Analysis by using publicly available programs, TargetScan (http://​www.​targetscan.​org/​) and miRanda (http://​www.​microrna.​org/​microrna/​home.​do), indicates that SMAD4 is theoretically the target gene of miR-224 (Figure 4A). Therefore, in the current study, we further determined whether SMAD4 gene was an authentic target gene of miR-224 in CRC.

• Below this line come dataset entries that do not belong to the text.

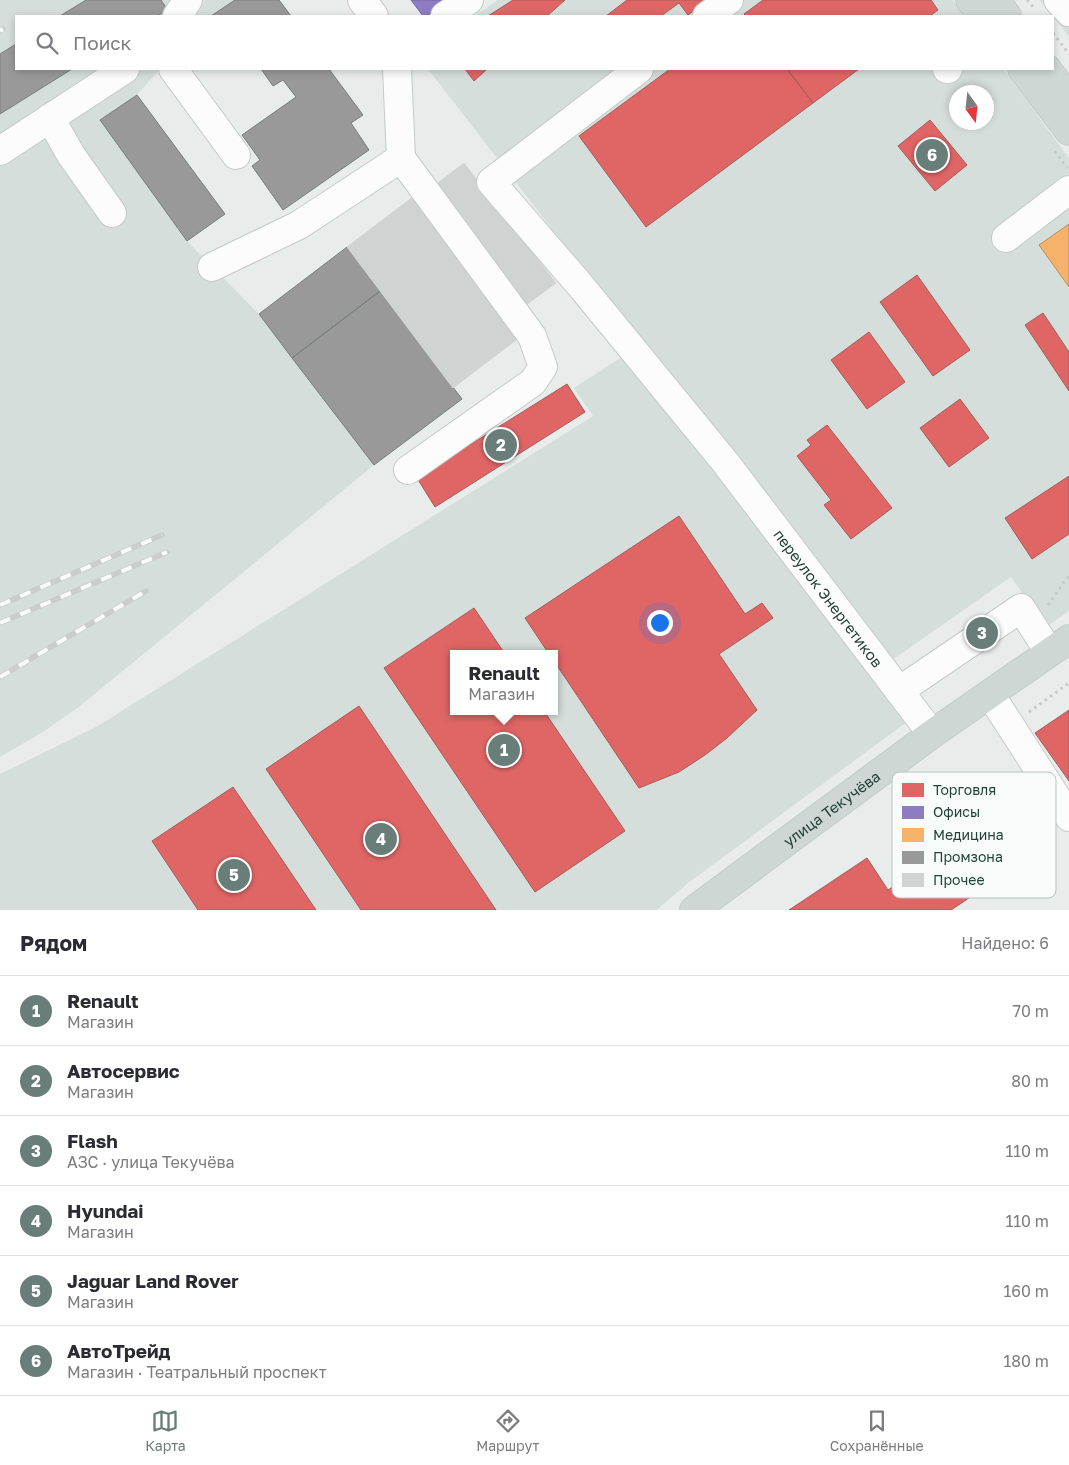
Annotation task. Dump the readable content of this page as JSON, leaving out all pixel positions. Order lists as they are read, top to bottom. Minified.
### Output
{"streets":{"main road":["улица Текучёва"],"street":["переулок Энергетиков"]},"crossings":[["переулок Энергетиков","улица Текучёва"]],"legend":["Торговля","Офисы","Медицина","Промзона","Прочее"],"north":"bottom","page":{"search":"Поиск","pins":["6","2","3","1","4","5"],"popup":["Renault","Магазин"],"heading":["Рядом","Найдено: 6"],"list":[{"mark":"1","name":"Renault","note":"Магазин","value":"70 m"},{"mark":"2","name":"Автосервис","note":"Магазин","value":"80 m"},{"mark":"3","name":"Flash","note":"АЗС · улица Текучёва","value":"110 m"},{"mark":"4","name":"Hyundai","note":"Магазин","value":"110 m"},{"mark":"5","name":"Jaguar Land Rover","note":"Магазин","value":"160 m"},{"mark":"6","name":"АвтоТрейд","note":"Магазин · Театральный проспект","value":"180 m"}],"nav":["Карта","Маршрут","Сохранённые"]}}
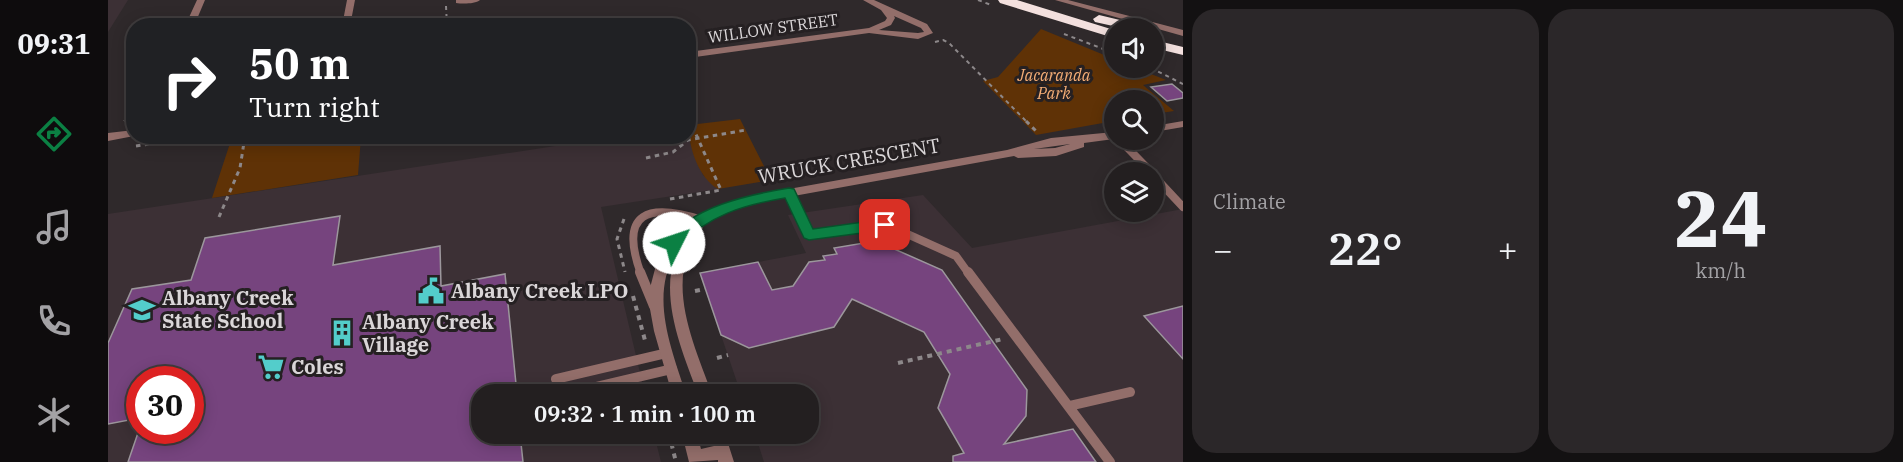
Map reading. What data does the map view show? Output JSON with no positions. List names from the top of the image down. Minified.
{"streets":{"street":["WILLOW STREET","WRUCK CRESCENT"]},"parks":["Jacaranda Park"],"places":{"public building":["Albany Creek LPO"],"school or university":["Albany Creek State School"],"building":["Albany Creek Village"],"supermarket":["Coles"]},"page":{"tabs":"09:31","tile":["Climate",["24","km/h"]],"turn":["50 m","Turn right"],"heat":["−","22°","+"],"limit":"30","trip":"09:32 · 1 min · 100 m"}}
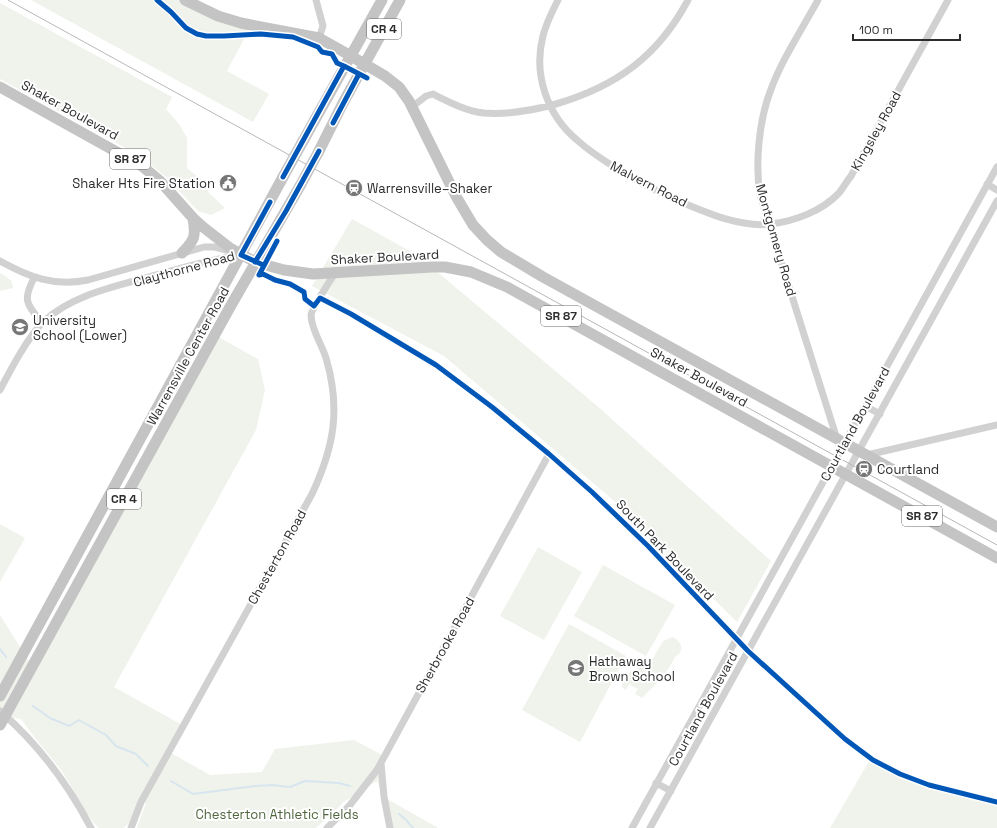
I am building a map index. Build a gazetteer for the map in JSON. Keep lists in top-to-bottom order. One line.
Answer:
{"streets":{"main road":["CR 4","Shaker Boulevard","SR 87","Warrensville Center Road"],"street":["Kingsley Road","Malvern Road","Montgomery Road","Claythorne Road","Courtland Boulevard","South Park Boulevard","Chesterton Road","Sherbrooke Road"]},"crossings":[["Shaker Boulevard","Montgomery Road"],["Shaker Boulevard","Claythorne Road"],["Shaker Boulevard","Warrensville Center Road"],["Shaker Boulevard","Courtland Boulevard"],["Shaker Boulevard","Chesterton Road"],["Kingsley Road","Malvern Road"],["Kingsley Road","Montgomery Road"],["Malvern Road","Montgomery Road"],["Montgomery Road","Courtland Boulevard"],["Claythorne Road","Warrensville Center Road"],["Courtland Boulevard","South Park Boulevard"],["South Park Boulevard","Chesterton Road"],["South Park Boulevard","Sherbrooke Road"]],"parks":["Chesterton Athletic Fields"],"places":{"public building":["Shaker Hts Fire Station"],"station":["Warrensville–Shaker","Courtland"],"school or university":["University School (Lower)","Hathaway Brown School"]},"scale_bar":"100 m"}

We performed a luciferase reporter assay to verify that miR-224 directly targets SMAD4.Sequences of the 3′UTR of the SMAD4 mRNA surrounding the two close miR-224 potential binding sites (site 1 and site 2) containing the wild-type (WT1).we cloned the regions of 3′UTR each containing one putative miR-224 binding site into the psicheck-2 vector and named as WT1 (site1, site2) and WT2 (site3) (Figure 4A). The reporter constructs harboring mutation of the miR-224 target sites were generated similarly (MUT1, MUT2 and MUT3) (Figure 4A). The luciferase reporter constructs were transfected into HEK 293T cells, along with pre-miR-224 or pre-miR-nc. Luciferase activites were then measured. The luciferase activity of WT1 (site1, site2) reporter transfected with pre-miR-224 was significantly decreased compared with control (P<0.01, Figure 4B), while the luciferase activity of the WT2 (site3) reporter was not interfered with after transfection with pre-miR-224 compared with control (P>0.05, Figure 4B). These data indicate that miR-224 may target SMAD4 gene through the seeding region of wild type 3′UTR (site1, site2). However, the luciferase reporter activity was not inhibited by miR-224 when the seeding sites were mutated.

To further confirm that SMAD4 was the downstream target of miR-224, we analyzed SMAD4 mRNA and protein levels in transfected SW480 cells by qRT-PCR and Western blot. Western blot analysis demonstrated that high expression of miR-224 dramatically suppressed the endogenous protein level of SMAD4 (P<0.01, Figure 5B), while mRNA remained unchanged (P>0.05, Figure 5A).Thus, SMAD4 is likely to be suppressed by miR-224 through translational inhibition.